Sign in
Almost every CLI command talks to the Dina platform on your behalf, so the CLI needs to know who you are. Signing in is a one-time step per machine.
Signing in
dina auth login
What happens:
- The CLI contacts the Dina platform to discover the login server.
- If a browser is available, it opens a login page and waits for you to approve the connection.
- If no browser is available (you’re on a headless server or over SSH), the CLI prints a short code and a URL you can visit from any other device.
Once approved, the CLI prints the expiry time of your new session. You’re ready to run any other command.
Checking whether you’re signed in
dina auth status
You’ll see one of two things:
- Authenticated — the CLI tells you when the current token expires and which API it’s pointed at.

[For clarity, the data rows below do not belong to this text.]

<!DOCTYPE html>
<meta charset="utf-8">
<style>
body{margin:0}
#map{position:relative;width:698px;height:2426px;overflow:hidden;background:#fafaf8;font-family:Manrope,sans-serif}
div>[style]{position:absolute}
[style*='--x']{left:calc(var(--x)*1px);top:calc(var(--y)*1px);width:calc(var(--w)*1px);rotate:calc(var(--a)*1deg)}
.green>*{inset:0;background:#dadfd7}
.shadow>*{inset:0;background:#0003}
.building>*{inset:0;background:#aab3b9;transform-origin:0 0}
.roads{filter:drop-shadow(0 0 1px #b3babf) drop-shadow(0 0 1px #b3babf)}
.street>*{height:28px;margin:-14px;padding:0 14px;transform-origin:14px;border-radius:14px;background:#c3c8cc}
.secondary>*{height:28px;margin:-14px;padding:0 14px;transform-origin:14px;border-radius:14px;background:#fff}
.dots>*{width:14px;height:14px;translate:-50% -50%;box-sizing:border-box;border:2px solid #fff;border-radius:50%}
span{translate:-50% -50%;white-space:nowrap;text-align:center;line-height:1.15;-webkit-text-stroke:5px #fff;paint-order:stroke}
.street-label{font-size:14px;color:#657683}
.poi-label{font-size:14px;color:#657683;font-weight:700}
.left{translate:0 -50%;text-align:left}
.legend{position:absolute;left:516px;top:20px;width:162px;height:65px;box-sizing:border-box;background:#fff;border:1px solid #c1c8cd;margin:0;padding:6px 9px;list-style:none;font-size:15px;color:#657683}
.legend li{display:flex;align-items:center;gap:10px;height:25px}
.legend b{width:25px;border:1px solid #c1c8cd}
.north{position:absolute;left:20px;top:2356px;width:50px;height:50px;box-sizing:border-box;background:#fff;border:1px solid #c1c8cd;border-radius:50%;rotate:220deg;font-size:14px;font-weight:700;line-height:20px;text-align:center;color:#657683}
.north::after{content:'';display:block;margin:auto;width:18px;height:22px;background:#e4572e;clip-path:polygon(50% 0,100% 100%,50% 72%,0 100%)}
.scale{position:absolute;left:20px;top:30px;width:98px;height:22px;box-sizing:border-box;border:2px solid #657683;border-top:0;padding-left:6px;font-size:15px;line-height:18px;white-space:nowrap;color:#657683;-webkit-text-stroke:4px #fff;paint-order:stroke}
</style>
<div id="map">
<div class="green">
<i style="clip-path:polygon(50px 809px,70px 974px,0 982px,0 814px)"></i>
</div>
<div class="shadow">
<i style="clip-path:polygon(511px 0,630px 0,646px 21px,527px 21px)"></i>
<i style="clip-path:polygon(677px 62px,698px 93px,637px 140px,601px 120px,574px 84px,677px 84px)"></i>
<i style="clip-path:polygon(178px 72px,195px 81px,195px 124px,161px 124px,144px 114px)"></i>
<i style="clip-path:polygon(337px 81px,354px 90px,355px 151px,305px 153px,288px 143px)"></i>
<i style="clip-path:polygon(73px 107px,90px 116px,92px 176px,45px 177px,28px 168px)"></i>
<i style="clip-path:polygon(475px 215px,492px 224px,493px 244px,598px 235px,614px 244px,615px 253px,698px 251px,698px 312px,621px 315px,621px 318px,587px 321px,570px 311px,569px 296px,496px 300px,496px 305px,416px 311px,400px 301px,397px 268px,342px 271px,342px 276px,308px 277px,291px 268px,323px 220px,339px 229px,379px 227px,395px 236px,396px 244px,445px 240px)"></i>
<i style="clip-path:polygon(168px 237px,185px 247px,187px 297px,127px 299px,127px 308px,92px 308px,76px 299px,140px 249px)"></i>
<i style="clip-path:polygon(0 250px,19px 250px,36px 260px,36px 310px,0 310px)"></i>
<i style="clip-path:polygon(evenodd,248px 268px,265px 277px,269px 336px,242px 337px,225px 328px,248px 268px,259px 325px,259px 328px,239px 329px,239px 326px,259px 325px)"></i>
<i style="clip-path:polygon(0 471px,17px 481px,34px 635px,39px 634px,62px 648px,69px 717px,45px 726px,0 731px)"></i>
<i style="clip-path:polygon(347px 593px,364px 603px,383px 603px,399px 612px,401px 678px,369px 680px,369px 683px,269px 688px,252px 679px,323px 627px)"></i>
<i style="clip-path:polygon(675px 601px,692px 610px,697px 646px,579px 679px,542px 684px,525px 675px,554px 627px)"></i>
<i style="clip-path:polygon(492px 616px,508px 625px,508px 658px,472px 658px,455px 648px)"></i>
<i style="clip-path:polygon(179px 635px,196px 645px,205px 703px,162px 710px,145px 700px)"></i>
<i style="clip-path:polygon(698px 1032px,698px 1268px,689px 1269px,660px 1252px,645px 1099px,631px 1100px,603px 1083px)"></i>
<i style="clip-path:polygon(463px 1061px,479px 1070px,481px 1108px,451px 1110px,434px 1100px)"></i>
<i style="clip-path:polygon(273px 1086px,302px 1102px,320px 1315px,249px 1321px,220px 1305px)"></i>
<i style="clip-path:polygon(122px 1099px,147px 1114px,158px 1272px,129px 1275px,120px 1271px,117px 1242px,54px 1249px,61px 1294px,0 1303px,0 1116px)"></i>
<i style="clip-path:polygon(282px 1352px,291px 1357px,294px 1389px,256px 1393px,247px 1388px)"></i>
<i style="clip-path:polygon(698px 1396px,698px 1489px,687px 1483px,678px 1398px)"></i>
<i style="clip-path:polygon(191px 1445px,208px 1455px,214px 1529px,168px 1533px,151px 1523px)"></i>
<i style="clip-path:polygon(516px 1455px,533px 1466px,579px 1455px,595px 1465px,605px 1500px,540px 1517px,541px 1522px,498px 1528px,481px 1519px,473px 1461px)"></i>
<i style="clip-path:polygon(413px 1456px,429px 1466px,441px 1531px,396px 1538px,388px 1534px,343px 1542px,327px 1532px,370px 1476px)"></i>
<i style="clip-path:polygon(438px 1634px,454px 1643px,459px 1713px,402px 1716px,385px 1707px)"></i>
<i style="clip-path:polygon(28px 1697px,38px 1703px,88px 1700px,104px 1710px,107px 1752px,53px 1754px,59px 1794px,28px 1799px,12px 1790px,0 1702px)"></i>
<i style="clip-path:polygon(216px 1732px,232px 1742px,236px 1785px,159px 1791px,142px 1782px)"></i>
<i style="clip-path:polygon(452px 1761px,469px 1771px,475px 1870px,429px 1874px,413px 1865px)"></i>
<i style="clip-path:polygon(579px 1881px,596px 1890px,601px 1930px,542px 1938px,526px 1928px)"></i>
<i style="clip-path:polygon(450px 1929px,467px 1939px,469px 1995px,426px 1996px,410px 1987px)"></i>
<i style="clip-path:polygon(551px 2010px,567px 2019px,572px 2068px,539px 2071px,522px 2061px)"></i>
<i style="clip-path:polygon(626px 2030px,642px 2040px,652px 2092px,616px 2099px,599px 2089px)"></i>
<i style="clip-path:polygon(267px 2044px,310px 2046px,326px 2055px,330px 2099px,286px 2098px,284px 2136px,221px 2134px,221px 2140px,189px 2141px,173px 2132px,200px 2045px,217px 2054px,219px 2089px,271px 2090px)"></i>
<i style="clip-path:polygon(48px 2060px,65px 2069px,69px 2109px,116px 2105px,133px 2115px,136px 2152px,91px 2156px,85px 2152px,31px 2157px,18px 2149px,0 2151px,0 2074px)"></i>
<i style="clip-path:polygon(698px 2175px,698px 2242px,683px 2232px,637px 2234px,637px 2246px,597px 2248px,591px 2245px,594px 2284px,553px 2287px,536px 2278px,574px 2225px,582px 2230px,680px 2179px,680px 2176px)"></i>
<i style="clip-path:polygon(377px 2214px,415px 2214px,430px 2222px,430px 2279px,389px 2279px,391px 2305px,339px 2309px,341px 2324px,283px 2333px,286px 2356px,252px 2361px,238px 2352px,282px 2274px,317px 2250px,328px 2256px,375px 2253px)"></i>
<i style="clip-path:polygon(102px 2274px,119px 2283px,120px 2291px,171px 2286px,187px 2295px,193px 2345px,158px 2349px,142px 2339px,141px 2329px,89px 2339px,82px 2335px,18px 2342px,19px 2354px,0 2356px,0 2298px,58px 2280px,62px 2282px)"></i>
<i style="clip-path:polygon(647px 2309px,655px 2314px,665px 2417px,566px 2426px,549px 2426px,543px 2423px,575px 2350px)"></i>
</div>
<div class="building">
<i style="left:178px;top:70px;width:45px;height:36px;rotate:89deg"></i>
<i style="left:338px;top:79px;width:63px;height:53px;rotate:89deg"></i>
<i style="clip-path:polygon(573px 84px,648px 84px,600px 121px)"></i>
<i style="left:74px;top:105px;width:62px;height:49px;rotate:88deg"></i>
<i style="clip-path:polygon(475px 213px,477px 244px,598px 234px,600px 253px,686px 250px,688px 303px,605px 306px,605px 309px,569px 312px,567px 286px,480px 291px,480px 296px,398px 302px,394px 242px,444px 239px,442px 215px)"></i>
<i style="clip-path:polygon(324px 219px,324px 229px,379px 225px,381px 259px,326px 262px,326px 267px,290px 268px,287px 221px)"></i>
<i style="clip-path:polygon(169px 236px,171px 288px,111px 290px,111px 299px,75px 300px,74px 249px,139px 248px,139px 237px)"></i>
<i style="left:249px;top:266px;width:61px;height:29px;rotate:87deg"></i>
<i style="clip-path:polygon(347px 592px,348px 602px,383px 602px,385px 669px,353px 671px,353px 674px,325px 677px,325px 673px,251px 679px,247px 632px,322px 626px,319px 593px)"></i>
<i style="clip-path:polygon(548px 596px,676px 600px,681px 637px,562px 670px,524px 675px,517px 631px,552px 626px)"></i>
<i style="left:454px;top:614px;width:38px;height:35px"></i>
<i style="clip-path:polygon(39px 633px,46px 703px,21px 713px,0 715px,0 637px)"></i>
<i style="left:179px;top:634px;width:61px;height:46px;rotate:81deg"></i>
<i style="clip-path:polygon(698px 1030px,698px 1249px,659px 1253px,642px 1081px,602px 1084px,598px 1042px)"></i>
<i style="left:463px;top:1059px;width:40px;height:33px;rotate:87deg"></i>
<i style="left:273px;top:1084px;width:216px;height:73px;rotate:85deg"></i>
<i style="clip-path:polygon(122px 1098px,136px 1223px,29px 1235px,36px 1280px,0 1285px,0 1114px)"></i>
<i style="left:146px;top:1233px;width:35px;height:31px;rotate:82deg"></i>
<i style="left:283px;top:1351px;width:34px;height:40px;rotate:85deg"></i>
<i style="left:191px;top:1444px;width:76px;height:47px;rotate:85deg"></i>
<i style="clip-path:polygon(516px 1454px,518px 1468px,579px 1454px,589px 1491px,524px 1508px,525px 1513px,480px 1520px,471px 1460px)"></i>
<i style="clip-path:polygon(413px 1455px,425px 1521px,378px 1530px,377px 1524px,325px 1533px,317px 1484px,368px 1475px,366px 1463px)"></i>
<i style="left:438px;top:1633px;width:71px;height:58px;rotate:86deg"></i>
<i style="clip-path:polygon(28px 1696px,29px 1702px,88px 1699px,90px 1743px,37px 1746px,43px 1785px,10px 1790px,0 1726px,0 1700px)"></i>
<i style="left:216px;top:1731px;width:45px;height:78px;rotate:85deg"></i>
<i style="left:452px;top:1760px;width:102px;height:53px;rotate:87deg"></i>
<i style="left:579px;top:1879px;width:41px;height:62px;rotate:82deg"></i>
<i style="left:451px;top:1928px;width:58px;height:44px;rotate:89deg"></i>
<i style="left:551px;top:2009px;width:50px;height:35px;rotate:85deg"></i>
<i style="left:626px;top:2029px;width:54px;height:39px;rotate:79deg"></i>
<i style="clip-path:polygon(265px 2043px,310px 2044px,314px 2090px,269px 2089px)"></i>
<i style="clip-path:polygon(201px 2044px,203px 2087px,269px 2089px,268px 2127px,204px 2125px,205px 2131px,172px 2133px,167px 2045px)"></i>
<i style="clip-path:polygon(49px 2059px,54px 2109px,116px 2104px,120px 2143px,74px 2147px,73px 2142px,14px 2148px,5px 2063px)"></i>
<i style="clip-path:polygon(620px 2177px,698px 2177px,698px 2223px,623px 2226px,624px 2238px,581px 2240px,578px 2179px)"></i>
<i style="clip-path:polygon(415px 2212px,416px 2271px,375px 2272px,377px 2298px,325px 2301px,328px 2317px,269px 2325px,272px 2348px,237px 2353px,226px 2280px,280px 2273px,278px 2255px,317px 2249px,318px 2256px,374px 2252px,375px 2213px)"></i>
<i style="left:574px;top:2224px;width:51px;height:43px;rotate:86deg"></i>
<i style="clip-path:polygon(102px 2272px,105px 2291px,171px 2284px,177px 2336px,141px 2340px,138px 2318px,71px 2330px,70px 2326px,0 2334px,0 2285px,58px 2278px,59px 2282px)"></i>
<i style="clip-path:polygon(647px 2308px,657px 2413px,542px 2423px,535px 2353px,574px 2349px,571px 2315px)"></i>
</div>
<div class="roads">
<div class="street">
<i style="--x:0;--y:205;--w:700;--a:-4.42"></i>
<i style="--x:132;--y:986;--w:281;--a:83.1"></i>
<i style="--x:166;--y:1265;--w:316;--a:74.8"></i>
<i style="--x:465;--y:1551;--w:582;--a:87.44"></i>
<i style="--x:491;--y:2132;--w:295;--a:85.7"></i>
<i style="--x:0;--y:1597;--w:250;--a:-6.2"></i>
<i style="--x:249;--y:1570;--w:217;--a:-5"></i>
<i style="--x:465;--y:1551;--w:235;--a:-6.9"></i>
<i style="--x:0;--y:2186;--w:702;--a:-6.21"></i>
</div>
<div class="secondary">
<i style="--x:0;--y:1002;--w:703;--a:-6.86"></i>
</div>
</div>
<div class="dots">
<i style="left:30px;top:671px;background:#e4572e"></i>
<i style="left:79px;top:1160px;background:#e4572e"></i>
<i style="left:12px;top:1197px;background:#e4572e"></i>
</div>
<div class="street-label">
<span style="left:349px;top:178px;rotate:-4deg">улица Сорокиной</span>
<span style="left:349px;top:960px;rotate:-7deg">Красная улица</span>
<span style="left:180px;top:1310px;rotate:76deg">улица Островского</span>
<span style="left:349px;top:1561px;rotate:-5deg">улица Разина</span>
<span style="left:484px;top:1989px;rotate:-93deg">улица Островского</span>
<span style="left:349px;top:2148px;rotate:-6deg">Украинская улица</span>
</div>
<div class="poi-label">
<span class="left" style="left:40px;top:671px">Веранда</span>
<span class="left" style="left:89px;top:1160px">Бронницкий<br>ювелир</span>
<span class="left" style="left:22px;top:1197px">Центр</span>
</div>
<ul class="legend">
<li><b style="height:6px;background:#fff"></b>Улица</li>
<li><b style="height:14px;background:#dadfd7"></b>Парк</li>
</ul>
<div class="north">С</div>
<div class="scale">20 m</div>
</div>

- Not authenticated — the CLI tells you to run
dina auth login.
For scripts, pass --output json to get a machine-readable payload:
dina auth status --output json
Signing out
dina auth logout
This deletes the saved credentials. You can sign back in with dina auth login whenever you’re ready.

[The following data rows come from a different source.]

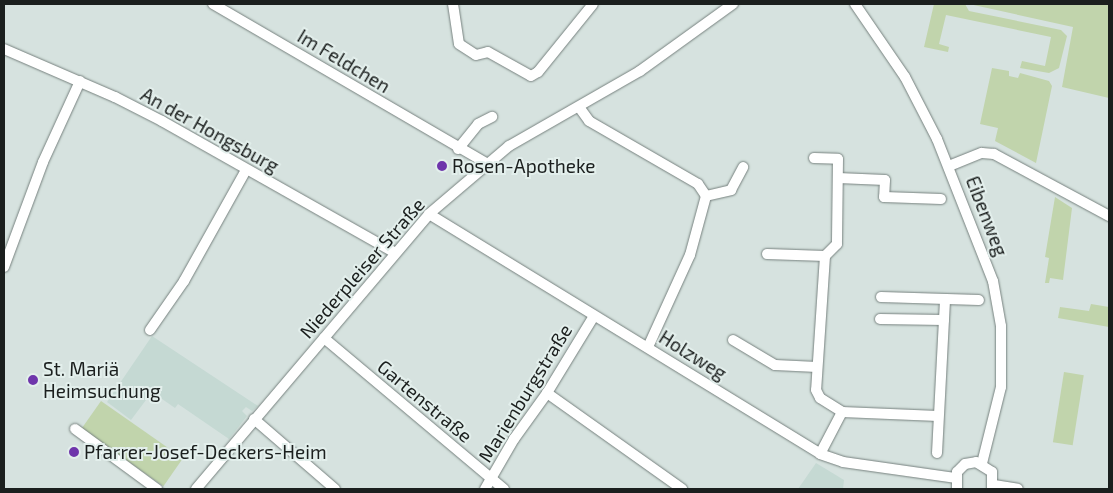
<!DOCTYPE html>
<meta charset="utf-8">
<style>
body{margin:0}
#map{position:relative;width:1113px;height:493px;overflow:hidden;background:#d6e2df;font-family:"Exo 2",sans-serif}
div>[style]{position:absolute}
.built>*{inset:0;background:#c5d9d3}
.green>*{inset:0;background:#c1d4ac;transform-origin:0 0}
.roads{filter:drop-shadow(0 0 1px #76817e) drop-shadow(0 0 1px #76817e)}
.street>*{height:10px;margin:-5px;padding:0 5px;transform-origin:5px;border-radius:5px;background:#fff}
.dots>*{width:14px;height:14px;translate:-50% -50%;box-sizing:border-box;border:2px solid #e3efec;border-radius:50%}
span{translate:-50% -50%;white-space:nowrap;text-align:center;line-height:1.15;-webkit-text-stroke:4px #e3efec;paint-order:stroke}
.street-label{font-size:19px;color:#1b1f1e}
.poi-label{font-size:19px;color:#1b1f1e}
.left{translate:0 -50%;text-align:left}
.frame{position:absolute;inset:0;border:5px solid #1b1f1e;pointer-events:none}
</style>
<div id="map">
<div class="built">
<i style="clip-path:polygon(152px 336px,258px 406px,252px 411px,246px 407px,242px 411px,247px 416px,229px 439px,178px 404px,175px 408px,152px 392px,131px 420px,107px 402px)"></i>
<i style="clip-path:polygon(816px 463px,844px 480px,843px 489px,798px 489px)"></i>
</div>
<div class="green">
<i style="clip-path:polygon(934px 4px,965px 4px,969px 11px,1061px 30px,1067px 36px,1059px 68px,1049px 73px,1020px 68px,1022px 61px,1045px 66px,1051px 37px,946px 15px,939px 44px,949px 47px,948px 52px,924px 47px)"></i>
<i style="clip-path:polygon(969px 4px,1109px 4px,1109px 98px,1062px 87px,1073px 27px)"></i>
<i style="clip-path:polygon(992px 68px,1009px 71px,1009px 76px,1018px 78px,1020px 73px,1049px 81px,1052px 86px,1036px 163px,995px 141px,998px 128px,980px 124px)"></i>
<i style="clip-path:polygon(1055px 197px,1072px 208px,1063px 280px,1050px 278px,1049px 283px,1045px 283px,1049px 258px,1045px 257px)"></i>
<i style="clip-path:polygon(1091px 304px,1109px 307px,1109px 327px,1058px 318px,1060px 307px,1089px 311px)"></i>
<i style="left:1064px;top:372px;width:20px;height:71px;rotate:9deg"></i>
<i style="left:101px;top:401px;width:100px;height:34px;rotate:35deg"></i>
</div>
<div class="roads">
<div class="street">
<i style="left:213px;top:4px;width:316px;rotate:30.2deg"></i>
<i style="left:453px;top:4px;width:40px;rotate:81.5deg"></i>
<i style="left:459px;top:44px;width:20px;rotate:33deg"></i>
<i style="left:476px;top:55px;width:12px;rotate:-14deg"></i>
<i style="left:488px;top:52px;width:49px;rotate:29.2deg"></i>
<i style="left:531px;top:76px;width:8px;rotate:-30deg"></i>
<i style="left:538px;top:72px;width:87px;rotate:-51deg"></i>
<i style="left:855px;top:4px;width:88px;rotate:55.6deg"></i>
<i style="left:905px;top:77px;width:70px;rotate:62.7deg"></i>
<i style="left:937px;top:139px;width:153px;rotate:68.5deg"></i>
<i style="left:993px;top:281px;width:46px;rotate:79.9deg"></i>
<i style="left:1001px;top:326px;width:61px;rotate:90deg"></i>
<i style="left:1001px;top:387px;width:78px;rotate:104deg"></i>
<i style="left:4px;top:49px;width:121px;rotate:23.4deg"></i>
<i style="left:115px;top:97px;width:53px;rotate:27.1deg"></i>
<i style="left:162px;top:121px;width:266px;rotate:29.5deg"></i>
<i style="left:579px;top:107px;width:17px;rotate:54deg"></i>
<i style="left:589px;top:121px;width:126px;rotate:30deg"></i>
<i style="left:698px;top:184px;width:14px;rotate:56deg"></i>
<i style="left:458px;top:149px;width:32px;rotate:-51deg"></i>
<i style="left:478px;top:124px;width:16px;rotate:-27deg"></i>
<i style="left:814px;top:158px;width:24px;rotate:2deg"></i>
<i style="left:838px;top:159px;width:85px;rotate:90.7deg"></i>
<i style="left:837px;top:244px;width:17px;rotate:135deg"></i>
<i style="left:825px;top:256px;width:134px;rotate:93.8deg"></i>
<i style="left:816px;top:390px;width:9px;rotate:63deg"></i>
<i style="left:820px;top:398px;width:26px;rotate:32deg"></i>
<i style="left:842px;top:412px;width:47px;rotate:117.6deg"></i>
<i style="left:949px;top:166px;width:35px;rotate:-22deg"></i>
<i style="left:982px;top:153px;width:12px;rotate:5deg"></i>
<i style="left:994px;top:154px;width:131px;rotate:28.3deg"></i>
<i style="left:838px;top:178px;width:47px;rotate:2.4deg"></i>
<i style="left:885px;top:180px;width:17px;rotate:93deg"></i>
<i style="left:884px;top:197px;width:57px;rotate:2deg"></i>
<i style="left:429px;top:214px;width:459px;rotate:31.5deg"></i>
<i style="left:820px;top:454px;width:24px;rotate:19deg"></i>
<i style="left:843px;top:462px;width:113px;rotate:8.1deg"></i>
<i style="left:767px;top:254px;width:58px;rotate:2deg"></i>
<i style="left:4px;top:267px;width:112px;rotate:-69.6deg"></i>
<i style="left:43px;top:162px;width:89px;rotate:-65.4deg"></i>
<i style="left:881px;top:297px;width:98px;rotate:1.8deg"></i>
<i style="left:880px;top:319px;width:64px;rotate:0.9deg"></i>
<i style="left:150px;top:330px;width:60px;rotate:-55.2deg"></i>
<i style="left:184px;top:281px;width:127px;rotate:-60.8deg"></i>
<i style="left:324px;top:338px;width:235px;rotate:40deg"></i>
<i style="left:733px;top:340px;width:49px;rotate:30.8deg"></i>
<i style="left:775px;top:365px;width:42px;rotate:2.7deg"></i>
<i style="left:648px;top:347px;width:101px;rotate:-65.5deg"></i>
<i style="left:690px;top:255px;width:61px;rotate:-74.8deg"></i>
<i style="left:706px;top:196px;width:26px;rotate:-13deg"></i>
<i style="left:731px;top:190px;width:26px;rotate:-62deg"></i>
<i style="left:547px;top:393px;width:166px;rotate:35.4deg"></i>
<i style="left:842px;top:412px;width:96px;rotate:2.4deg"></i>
<i style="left:254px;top:419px;width:107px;rotate:40.8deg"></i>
<i style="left:75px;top:429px;width:102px;rotate:36.2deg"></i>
<i style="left:937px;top:453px;width:154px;rotate:-87deg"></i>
<i style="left:994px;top:485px;width:24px;rotate:9deg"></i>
<i style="left:196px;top:489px;width:360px;rotate:-49.7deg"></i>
<i style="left:429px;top:214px;width:105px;rotate:-40.4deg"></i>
<i style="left:509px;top:146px;width:151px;rotate:-29.8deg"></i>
<i style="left:640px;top:71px;width:115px;rotate:-35.8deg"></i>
<i style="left:485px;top:489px;width:58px;rotate:-59.9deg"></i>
<i style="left:514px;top:439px;width:57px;rotate:-54.3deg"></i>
<i style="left:547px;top:393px;width:90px;rotate:-58.6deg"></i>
<i style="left:957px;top:489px;width:17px;rotate:-90deg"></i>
<i style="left:957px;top:472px;width:11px;rotate:-45deg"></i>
<i style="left:965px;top:464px;width:11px;rotate:-10deg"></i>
<i style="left:976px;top:462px;width:19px;rotate:32deg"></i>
<i style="left:992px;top:472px;width:17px;rotate:90deg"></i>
</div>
</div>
<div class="dots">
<i style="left:442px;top:166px;background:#6e35ab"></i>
<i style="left:33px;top:380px;background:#6e35ab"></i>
<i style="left:74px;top:452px;background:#6e35ab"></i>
</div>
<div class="street-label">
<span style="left:344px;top:61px;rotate:31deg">Im Feldchen</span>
<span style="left:210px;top:130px;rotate:29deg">An der Hongsburg</span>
<span style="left:987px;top:216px;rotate:69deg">Eibenweg</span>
<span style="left:362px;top:268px;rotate:-49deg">Niederpleiser Straße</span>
<span style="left:693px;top:355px;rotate:32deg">Holzweg</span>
<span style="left:525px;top:393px;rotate:-58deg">Marienburgstraße</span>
<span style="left:425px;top:401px;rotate:40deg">Gartenstraße</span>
</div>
<div class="poi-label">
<span class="left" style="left:452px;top:166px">Rosen-Apotheke</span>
<span class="left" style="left:43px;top:380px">St. Mariä<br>Heimsuchung</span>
<span class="left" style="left:84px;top:452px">Pfarrer-Josef-Deckers-Heim</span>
</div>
<div class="frame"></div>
</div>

Where credentials are stored
The CLI stores a single file at:
~/.config/dina/auth.json
It’s readable only by your user account. If you’re setting up a shared machine or CI runner, don’t share this file — every user or runner should sign in separately.
Do I always need to sign in?
A few commands work without authentication:
dina version,dina update,dina doctor,dina install— these only touch your local machine.dina feedback bug— so you can report problems even when sign-in itself is broken.
Everything else (deploying, managing apps, reading logs, adding domains) requires you to be signed in first.
Troubleshooting
“Not authenticated” even after signing in. Run dina doctor. It checks for expired tokens and missing credential files, and tells you what to do.
Login tab didn’t open. Try running the command again with --debug to see where it’s stuck, or check whether your terminal session is able to launch a browser. On a headless machine, the CLI should fall back to the device code flow automatically — copy the URL it prints and open it somewhere else.
Still stuck? Send a bug report. You don’t need to be signed in to do that.